Banco online vs banca presencial: persiste la batalla

Aunque ya estamos acostumbrados a ellos, la presencia de los bancos online o bancos de internet son algo relativamente nuevo en nuestro país. De hecho los primeros bancos online como tales no fueron más que divisiones concretas de los bancos presenciales ya existentes en el mercado, que tenían como objetivo poder ofrecer a sus clientes servicios en la red, complementarios a los que ya ofrecían en el mundo real. Hoy día esas diferencias siguen estando presentes, en cuanto que muchos de los bancos que operan en la red no son más que divisiones concretas de bancos tradicionales, existiendo pocos bancos puros online. Una tendencia que incluso se ha revertido con algunas entidades en línea que ahora están abriendo oficinas físicas en algunas capitales de provincia. Aun así, veamos las diferencias y ventajas de uno u otro modelo.

La banca online gana en:

Mayor agilidad frente a la banca tradicional: podemos realizar nuestras operaciones en cualquier momento   y lugar sin tener que depender de horarios o disponibilidad de oficinas.

Acceso universal: no necesitamos acudir a una oficina física para realizar nuestras operaciones, sino que nos basta con disponer de cualquier dispositivo con acceso a internet.

Menores comisiones: normalmente las cuentas y depósitos online suelen ofrecer condiciones más ventajosas que la banca presencial tradicional. Puesto que la banca online incurre en menores costes operativos (menos oficinas, menos personal, etc.) puede ofrecer menores costes por sus servicios.

Mayor oferta de productos: la banca online suele ser más dinámica y dispone de una mayor oferta de productos bancarios y financieros que una entidad tradicional.

Facilita nuestra gestión financiera: muchos de los servicios de banca en línea que se ofrecen nos permiten descargar nuestros datos directamente en las herramientas de gestión empresarial y financiera más comunes, lo que nos permite ahorrar tiempo a la hora de gestionar nuestras cuentas bancarias.
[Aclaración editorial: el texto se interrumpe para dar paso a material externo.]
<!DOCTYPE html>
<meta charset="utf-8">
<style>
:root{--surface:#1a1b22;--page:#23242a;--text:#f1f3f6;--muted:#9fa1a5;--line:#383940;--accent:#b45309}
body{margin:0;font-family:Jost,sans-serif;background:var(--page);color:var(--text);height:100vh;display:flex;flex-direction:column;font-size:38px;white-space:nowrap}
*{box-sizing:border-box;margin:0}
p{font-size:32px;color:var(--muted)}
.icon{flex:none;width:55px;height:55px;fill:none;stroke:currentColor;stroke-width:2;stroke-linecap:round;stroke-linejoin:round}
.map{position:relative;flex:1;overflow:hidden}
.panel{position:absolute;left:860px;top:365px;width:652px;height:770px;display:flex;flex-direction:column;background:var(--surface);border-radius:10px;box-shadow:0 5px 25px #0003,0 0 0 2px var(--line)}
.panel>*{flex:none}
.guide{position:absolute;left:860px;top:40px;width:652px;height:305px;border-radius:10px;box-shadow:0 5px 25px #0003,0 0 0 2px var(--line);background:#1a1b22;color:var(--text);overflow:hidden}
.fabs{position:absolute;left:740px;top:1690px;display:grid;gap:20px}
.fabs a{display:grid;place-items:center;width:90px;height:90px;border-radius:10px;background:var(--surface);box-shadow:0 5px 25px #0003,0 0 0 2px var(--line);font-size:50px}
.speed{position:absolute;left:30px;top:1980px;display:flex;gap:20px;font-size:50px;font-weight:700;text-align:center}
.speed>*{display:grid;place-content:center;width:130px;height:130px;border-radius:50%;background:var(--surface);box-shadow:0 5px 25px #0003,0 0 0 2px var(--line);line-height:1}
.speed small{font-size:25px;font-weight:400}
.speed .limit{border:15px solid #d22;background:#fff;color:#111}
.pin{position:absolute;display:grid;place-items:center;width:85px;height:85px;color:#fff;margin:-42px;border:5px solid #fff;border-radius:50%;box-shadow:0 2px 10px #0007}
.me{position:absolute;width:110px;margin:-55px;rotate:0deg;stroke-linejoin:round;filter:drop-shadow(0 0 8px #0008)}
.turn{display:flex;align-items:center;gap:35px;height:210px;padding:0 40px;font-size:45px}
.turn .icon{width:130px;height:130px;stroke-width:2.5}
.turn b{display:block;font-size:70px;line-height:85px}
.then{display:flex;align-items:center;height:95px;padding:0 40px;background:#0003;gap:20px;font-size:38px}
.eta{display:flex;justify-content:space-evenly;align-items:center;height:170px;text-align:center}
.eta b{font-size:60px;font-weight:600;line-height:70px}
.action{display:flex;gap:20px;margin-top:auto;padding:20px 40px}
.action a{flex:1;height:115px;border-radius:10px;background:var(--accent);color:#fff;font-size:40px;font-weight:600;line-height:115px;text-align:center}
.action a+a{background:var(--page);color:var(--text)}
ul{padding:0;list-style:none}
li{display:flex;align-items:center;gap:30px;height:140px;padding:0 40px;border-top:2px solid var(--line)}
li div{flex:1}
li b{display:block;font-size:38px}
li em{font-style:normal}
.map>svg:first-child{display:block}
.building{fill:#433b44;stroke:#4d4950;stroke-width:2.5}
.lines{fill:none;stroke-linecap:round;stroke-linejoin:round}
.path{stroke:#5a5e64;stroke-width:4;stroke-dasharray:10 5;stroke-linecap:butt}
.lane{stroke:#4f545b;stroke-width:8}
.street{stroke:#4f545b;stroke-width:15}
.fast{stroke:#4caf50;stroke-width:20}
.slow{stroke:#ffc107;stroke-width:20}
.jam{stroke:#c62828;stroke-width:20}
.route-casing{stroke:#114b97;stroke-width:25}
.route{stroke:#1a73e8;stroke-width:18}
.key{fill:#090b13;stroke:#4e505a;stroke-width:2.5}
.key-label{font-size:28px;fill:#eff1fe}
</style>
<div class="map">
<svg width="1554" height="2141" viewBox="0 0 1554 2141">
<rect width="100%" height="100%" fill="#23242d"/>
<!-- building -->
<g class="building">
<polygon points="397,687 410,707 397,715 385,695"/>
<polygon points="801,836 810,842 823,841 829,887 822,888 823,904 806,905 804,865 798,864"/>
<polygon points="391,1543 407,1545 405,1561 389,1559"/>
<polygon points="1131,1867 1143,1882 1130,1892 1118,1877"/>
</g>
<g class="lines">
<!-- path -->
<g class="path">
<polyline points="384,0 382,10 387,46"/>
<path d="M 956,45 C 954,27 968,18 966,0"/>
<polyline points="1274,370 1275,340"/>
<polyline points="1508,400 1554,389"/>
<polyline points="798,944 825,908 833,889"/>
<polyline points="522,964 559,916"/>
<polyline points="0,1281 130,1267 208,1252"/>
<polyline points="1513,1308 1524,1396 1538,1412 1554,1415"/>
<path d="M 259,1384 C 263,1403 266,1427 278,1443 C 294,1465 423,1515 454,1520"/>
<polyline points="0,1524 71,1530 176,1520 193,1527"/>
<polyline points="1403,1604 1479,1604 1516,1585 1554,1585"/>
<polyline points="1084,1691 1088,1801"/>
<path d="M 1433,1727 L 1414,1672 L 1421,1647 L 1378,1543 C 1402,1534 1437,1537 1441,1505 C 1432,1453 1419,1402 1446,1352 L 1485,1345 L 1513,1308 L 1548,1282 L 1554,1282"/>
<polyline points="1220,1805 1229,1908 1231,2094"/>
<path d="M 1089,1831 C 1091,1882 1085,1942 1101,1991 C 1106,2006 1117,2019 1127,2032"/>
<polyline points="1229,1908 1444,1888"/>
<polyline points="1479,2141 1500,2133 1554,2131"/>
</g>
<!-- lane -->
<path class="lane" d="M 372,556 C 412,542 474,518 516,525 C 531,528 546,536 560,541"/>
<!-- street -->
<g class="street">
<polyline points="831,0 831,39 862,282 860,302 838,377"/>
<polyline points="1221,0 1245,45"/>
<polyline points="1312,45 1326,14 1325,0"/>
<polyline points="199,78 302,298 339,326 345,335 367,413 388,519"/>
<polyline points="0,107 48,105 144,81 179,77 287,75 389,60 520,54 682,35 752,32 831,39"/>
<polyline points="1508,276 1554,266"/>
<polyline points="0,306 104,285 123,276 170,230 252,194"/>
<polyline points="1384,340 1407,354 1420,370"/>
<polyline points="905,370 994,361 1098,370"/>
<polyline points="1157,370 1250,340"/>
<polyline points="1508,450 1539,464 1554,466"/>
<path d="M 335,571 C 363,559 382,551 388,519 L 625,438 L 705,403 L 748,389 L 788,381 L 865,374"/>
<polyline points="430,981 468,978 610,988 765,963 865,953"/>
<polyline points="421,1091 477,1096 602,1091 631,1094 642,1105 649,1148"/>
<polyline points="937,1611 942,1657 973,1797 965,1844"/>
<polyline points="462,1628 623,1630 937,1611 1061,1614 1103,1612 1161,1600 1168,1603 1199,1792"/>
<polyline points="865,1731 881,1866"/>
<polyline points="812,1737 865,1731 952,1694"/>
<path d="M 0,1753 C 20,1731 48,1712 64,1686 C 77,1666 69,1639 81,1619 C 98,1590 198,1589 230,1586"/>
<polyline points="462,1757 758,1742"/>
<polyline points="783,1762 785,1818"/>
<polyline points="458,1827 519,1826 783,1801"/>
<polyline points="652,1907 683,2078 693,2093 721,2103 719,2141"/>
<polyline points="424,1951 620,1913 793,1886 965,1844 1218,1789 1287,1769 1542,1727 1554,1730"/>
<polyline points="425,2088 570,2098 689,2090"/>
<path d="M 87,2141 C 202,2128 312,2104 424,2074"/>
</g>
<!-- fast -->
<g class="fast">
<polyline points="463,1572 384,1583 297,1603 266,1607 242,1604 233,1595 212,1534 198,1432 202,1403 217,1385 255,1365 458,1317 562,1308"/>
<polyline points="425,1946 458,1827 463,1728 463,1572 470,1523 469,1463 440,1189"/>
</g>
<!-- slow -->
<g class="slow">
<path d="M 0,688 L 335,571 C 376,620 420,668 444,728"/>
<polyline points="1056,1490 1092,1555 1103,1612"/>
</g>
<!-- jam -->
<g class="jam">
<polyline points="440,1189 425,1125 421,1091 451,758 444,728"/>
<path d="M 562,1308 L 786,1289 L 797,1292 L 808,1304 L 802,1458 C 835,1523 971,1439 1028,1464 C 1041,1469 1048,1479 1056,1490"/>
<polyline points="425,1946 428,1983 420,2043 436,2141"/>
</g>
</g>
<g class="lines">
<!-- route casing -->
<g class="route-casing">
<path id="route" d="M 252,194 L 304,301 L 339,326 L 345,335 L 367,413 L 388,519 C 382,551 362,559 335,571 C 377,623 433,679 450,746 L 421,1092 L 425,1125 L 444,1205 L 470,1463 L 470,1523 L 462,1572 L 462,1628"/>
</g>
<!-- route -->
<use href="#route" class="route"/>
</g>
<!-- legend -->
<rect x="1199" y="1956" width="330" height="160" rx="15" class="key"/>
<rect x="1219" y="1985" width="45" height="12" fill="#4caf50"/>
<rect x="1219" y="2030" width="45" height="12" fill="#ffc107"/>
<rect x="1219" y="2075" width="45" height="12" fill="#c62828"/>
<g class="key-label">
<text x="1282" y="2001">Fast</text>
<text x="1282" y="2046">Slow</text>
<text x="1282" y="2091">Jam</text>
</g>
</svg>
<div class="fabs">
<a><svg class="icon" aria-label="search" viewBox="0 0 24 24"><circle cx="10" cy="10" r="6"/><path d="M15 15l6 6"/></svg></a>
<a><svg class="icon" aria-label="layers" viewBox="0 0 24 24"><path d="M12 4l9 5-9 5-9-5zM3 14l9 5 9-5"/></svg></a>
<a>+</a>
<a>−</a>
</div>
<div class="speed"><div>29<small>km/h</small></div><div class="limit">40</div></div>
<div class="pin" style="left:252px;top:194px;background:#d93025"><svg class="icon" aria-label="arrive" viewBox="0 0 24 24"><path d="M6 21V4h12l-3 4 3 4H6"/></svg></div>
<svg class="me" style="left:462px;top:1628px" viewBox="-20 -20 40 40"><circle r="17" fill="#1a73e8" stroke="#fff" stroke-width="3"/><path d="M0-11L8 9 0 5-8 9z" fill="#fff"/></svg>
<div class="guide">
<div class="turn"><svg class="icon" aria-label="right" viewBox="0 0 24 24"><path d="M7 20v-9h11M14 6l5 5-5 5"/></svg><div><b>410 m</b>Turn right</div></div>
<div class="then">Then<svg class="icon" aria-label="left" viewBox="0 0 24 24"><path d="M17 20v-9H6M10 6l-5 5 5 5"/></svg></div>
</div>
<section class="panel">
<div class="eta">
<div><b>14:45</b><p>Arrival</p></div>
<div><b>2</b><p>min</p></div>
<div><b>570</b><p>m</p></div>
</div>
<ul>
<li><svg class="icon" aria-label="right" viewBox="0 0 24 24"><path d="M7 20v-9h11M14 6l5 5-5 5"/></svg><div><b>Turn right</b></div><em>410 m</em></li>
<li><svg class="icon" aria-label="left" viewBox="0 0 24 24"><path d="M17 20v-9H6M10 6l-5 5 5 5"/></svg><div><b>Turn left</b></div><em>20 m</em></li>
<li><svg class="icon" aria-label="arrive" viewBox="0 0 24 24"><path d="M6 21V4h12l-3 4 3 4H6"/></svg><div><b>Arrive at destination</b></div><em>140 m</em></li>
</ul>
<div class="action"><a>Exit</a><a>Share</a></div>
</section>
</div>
La banca presencial gana en:

Seguridad: las operaciones a través de internet, aun cuando se toman todas las precauciones posibles, siempre implica un riesgo de seguridad. Dicho riesgo puede controlarse, pero como decimos, siempre es mayor que una oficina presencial.

Contacto humano: si necesitamos contactar con una “persona física”, en la banca presencial sabemos que siempre podemos acudir a nuestra sucursal de referencia, mientras que en la banca online poder contactar con alguien con quien poder hablar directamente resulta una tarea algo más compleja.

Facilidad para reclamar: relacionado con lo anterior, siempre es mucho más sencillo poder acudir a una oficina física para presentar nuestras reclamaciones, incluso pudiendo solicitar las preceptivas hojas de reclamaciones oficiales. Si tenemos que reclamar online las únicas opciones viables es enviar un escrito a la entidad y poco más.

Cual elegir

Lo primero que debemos saber es que en la actual oferta de cuentas y servicios bancarios es posible disponer de ambos servicios a la vez. Es decir, disponer de una cuenta abierta en una entidad presencial que además podemos utilizar y gestionar a la red, por lo que no resulta necesario tomar una decisión definitiva y cerrada sobre una u otra opción.

En todo caso es necesario evaluar el nivel de gastos y comisiones de cada una de las alternativas, así como el grado de conocimiento de la red que tenga el usuario y el tipo de operativa que se va a efectuar en la red en cuanto a la seguridad de sus cuentas. Por ejemplo, un cliente que solo quiera tener acceso web para ver sus saldos de cuenta y controlar el pago de recibos no debería preocuparse tanto por la seguridad como un cliente que tenga previsto realizar trasferencias y otros pagos a través de esa red.

En cualquier caso los sistemas de banca online son cada vez más sencillos de usar y más completos, lo que permite a cualquier usuario poder hacer uso de los mismos sin excesivos problemas.